Engraftment of hematopoietic stem cell and progenitor cell populations

Bone marrow transplantation has revolutionized human medicine by extending the life span, and even curing, individuals afflicted with cancer and other pathological hematologic conditions. However, the mechanisms that mediate the engraftment of hematopoietic stem cells (HSCs) after transplantation remain largely obscure. A more comprehensive understanding of the factors that positively and negatively effect engraftment of stem cell and progenitor cell populations is needed to achieve greater success in performing bone marrow and stem cell transplants by preventing the occasional transplant failure. Evaluating the ability of several defined stem cell and progenitor cell populations to contribute to WBC recovery following transplantation into irradiated mice, we found the Rholow subset of stem cells to be solely responsible for bone marrow reconstitution at long periods of time posttransplant. In addition, we identified a lymphoid progenitor cell population that possessed a phenotype very similar to stem cells cells (Sca-1+ c-kit+ Lineageneg Thyneg) and that mediated lymphoid reconstitution of the bone marrow and blood at very early times posttransplant. The results of these studies also demonstrated that the use of different selection protocols for isolating the Thyneg population could drastically diminish the early reconstitutive properties of these cells. Specifically, the c-kit allophycocyanin conjugate derived from the 2B8 clone, but not the c-kit biotin conjugate derived from the ACK4 clone, suppressed the early lymphoid recovery demonstrated by this cell population. Lastly, we devised a new murine model for performing bone marrow transplants that involved transplanting two bone marrow grafts separated by a time interval of several days.
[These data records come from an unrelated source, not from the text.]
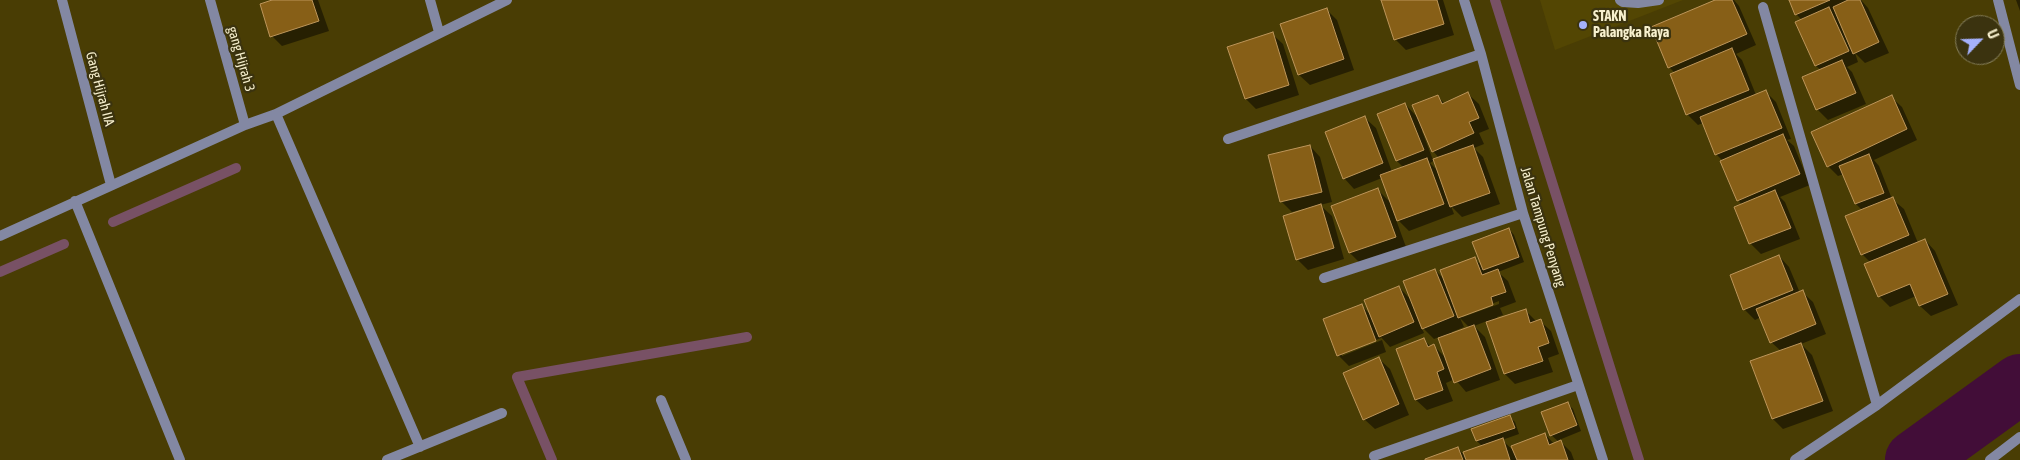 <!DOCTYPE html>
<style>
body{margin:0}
#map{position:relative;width:2020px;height:460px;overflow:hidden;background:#493d04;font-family:"Asap Condensed",sans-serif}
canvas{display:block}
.north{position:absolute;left:1955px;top:15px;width:50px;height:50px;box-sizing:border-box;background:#3b330f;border:1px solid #867f5b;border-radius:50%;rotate:66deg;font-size:14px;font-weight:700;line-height:20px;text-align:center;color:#f7f0ce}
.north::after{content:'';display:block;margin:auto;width:18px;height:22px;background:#a5b1fc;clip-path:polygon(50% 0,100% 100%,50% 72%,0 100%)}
</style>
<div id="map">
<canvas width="2020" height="460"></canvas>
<div class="north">U</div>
</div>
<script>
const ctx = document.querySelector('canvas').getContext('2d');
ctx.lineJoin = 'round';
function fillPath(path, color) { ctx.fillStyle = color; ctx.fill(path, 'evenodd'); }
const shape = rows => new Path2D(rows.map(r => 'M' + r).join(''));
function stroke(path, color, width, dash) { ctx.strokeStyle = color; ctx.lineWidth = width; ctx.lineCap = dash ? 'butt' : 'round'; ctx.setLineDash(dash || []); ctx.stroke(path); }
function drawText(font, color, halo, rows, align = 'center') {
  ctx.font = font + ' "Asap Condensed",sans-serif'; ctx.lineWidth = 4.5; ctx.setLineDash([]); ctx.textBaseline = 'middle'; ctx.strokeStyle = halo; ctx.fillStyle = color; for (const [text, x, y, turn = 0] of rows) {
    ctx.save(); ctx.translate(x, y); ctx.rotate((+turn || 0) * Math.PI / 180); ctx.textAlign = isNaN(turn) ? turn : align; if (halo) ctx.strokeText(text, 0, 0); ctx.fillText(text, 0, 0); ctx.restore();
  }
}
fillPath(shape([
 [1540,0,1683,0,1555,50]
]), '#534603');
fillPath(shape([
 [276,0,318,0,329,31,282,46,272,36],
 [1383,0,1443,0,1454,35,1406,50,1395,39],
 [1718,0,1734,0,1739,6,1756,45,1736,54,1742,60,1756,95,1765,91,1776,102,1791,139,1787,140,1794,146,1810,185,1780,197,1785,202,1800,239,1761,254,1750,243,1742,205,1738,200,1723,161,1716,154,1703,123,1698,125,1687,114,1671,75,1675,73,1669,67],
 [1790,0,1861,0,1868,8,1889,53,1865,63,1855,53,1858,62,1847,67,1852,72,1866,104,1828,120,1817,109,1821,70,1816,66,1797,23,1803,21,1796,14],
 [2016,0,2020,0,2020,11],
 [1326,9,1337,20,1354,70,1310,85,1299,75,1282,24],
 [1272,34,1283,44,1299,95,1256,109,1246,99],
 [1468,94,1479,104,1489,129,1479,133,1484,144,1474,148,1483,157,1500,204,1462,217,1451,206,1454,214,1409,231,1395,217,1406,247,1360,263,1350,253,1378,190,1392,204,1382,178,1354,189,1344,178,1365,118,1376,128,1392,172,1404,168,1397,161,1379,115,1405,104,1419,119,1437,96,1445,104],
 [1424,130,1433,151,1439,158,1433,160,1422,131],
 [1435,160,1439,172,1430,163],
 [1891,97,1902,107,1917,140,1874,160,1879,166,1892,199,1904,209,1918,243,1925,240,1935,251,1958,305,1931,316,1920,306,1916,296,1890,307,1879,296,1870,262,1862,254,1863,211,1856,204,1844,174,1838,176,1828,166],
 [1310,146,1320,157,1332,202,1320,205,1332,216,1344,259,1308,270,1297,259,1304,209,1292,212,1281,201],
 [1509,229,1514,235,1524,262,1498,272,1508,281,1516,302,1500,308,1503,315,1497,317,1498,320,1525,310,1536,321,1540,321,1551,331,1559,354,1548,358,1553,372,1515,384,1505,374,1487,321,1474,326,1485,337,1500,380,1466,392,1455,379,1446,383,1453,401,1427,410,1416,400,1397,350,1424,340,1431,347,1434,346,1447,359,1439,337,1434,339,1421,326,1424,333,1390,347,1380,336,1381,338,1342,353,1342,356,1382,340,1386,352,1349,366,1339,356,1325,320,1361,305,1372,316,1399,287,1412,301,1435,270,1446,281,1474,258,1482,266],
 [1499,301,1499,304,1463,317,1463,315],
 [1460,318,1470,328,1453,334,1452,332,1464,327],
 [1779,256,1789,267,1800,293,1802,292,1813,302,1826,334,1801,344,1812,355,1833,411,1783,429,1773,419,1781,351,1771,342,1761,317,1755,320,1744,309],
 [1379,359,1390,369,1409,415,1375,429,1364,419],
 [1567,403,1573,409,1581,431,1559,440,1571,452,1574,460,1426,460,1458,448,1463,454,1483,447,1477,441,1473,430,1510,417,1515,422,1519,434,1502,440,1515,452,1545,434,1554,444,1559,442,1551,435]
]), '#0007');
stroke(shape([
 [1495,0,1639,460],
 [113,222,236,168],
 [0,272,64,244],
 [552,460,517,377,747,337]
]), '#785165', 10);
stroke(shape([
 [1915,460,2020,384]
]), '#420d38', 60);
const building = shape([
 [272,0,312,0,319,21,270,37,260,4,272,0],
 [1381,0,1437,0,1444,24,1394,40,1381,0],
 [1715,0,1732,0,1747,34,1668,68,1651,27,1715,0],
 [1789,0,1830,0,1795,15,1789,0],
 [1848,0,1860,0,1879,42,1853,54,1833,7,1848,0],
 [1829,7,1849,51,1815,66,1795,22,1829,7],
 [1327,8,1344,59,1298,75,1280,24,1327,8],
 [1273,32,1289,85,1245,99,1227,47,1273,32],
 [1732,48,1749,90,1686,115,1670,74,1732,48],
 [1842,60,1856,93,1816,110,1802,77,1842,60],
 [1766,90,1782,128,1715,155,1700,117,1766,90],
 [1468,92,1479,118,1469,122,1474,133,1432,152,1412,105,1438,95,1442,104,1468,92],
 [1892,95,1907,129,1827,167,1811,132,1892,95],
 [1405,103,1424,150,1396,161,1377,114,1405,103],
 [1365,116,1383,163,1343,179,1325,132,1365,116],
 [1783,134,1800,174,1737,201,1720,161,1783,134],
 [1310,145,1322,192,1280,202,1268,155,1310,145],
 [1473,145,1490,193,1450,207,1433,159,1473,145],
 [1869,154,1884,193,1855,204,1839,166,1869,154],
 [1427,158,1444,204,1397,221,1380,175,1427,158],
 [1378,188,1396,237,1349,253,1331,206,1378,188],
 [1775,190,1791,228,1749,244,1734,207,1775,190],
 [1893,197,1909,235,1861,255,1845,216,1893,197],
 [1321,204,1334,248,1296,260,1283,216,1321,204],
 [1509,228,1519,257,1483,270,1472,242,1509,228],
 [1925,239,1948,294,1919,306,1910,284,1878,297,1864,264,1925,239],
 [1779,255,1793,290,1743,310,1730,275,1779,255],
 [1475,257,1482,275,1498,269,1506,292,1491,297,1493,305,1458,318,1440,270,1475,257],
 [1435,269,1454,316,1422,329,1403,281,1435,269],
 [1399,286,1414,322,1379,337,1364,300,1399,286],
 [1803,290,1816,324,1770,343,1756,309,1803,290],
 [1362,304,1376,341,1337,356,1323,319,1362,304],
 [1526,309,1530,323,1541,319,1549,343,1538,347,1543,361,1504,374,1486,322,1526,309],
 [1474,325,1491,369,1454,383,1438,338,1474,325],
 [1424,338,1428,347,1434,344,1444,369,1437,372,1443,390,1415,400,1396,349,1424,338],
 [1801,343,1823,401,1772,419,1750,361,1801,343],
 [1379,357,1399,404,1363,420,1343,373,1379,357],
 [1568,402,1577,425,1550,436,1541,412,1568,402],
 [1510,415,1515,428,1476,441,1471,429,1510,415],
 [1545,433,1549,445,1561,440,1568,460,1517,460,1511,446,1545,433],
 [1503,438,1510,460,1466,460,1463,452,1503,438],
 [1458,447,1463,460,1425,460,1425,459,1458,447]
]);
fillPath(building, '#875f17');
stroke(building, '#bd955a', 1);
stroke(shape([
 [1620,0,1623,2,1638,3,1659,0]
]), '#8388a3', 10);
stroke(shape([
 [62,0,111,185],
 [210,0,245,125],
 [430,0,439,32],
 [1464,0,1481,54,1523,213,1603,460],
 [1998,0,2020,85],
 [1763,7,1877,405],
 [276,114,420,447],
 [1228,139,1481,54],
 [75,201,180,460],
 [0,236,245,125,276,114,507,0],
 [1324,278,1523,213],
 [661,400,686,460],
 [1374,456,1578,385],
 [387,460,502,413],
 [1795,460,1877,405,2020,299],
 [1990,460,2020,437]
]), '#8388a3', 10);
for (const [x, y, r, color] of [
 [1583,25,5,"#a5b1fc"]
]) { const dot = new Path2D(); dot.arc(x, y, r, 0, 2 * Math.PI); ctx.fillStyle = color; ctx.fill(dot); stroke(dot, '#3b330f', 2); }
drawText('bold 14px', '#f7f0ce', '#3b330f', [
 ["STAKN",1593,17],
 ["Palangka Raya",1593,33]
], 'left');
drawText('14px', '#f7f0ce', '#3b330f', [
 ["gang Hijrah 3",241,59,74],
 ["Gang Hijrah IIA",100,89,75],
 ["Jalan Tampung Penyang",1543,227,73]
]);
</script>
Subsequent serial transplantation of bone marrow from reconstituted recipients resulted in significantly greater peripheral blood reconstitution by the second graft in tertiary recipients. However, this was only found to be true when the second graft was administered to primary recipients 3 or 5 days after the first graft. We subsequently revealed there was a 4-fold increase in HSC numbers in primary recipients that received the second graft after a 5-day delay. This supports the idea that HSCs may lose their self-renewal and proliferative properties following transplantation. Therefore, this modified transplant regime may prove useful in preventing graft failure after very long periods of time posttransplant.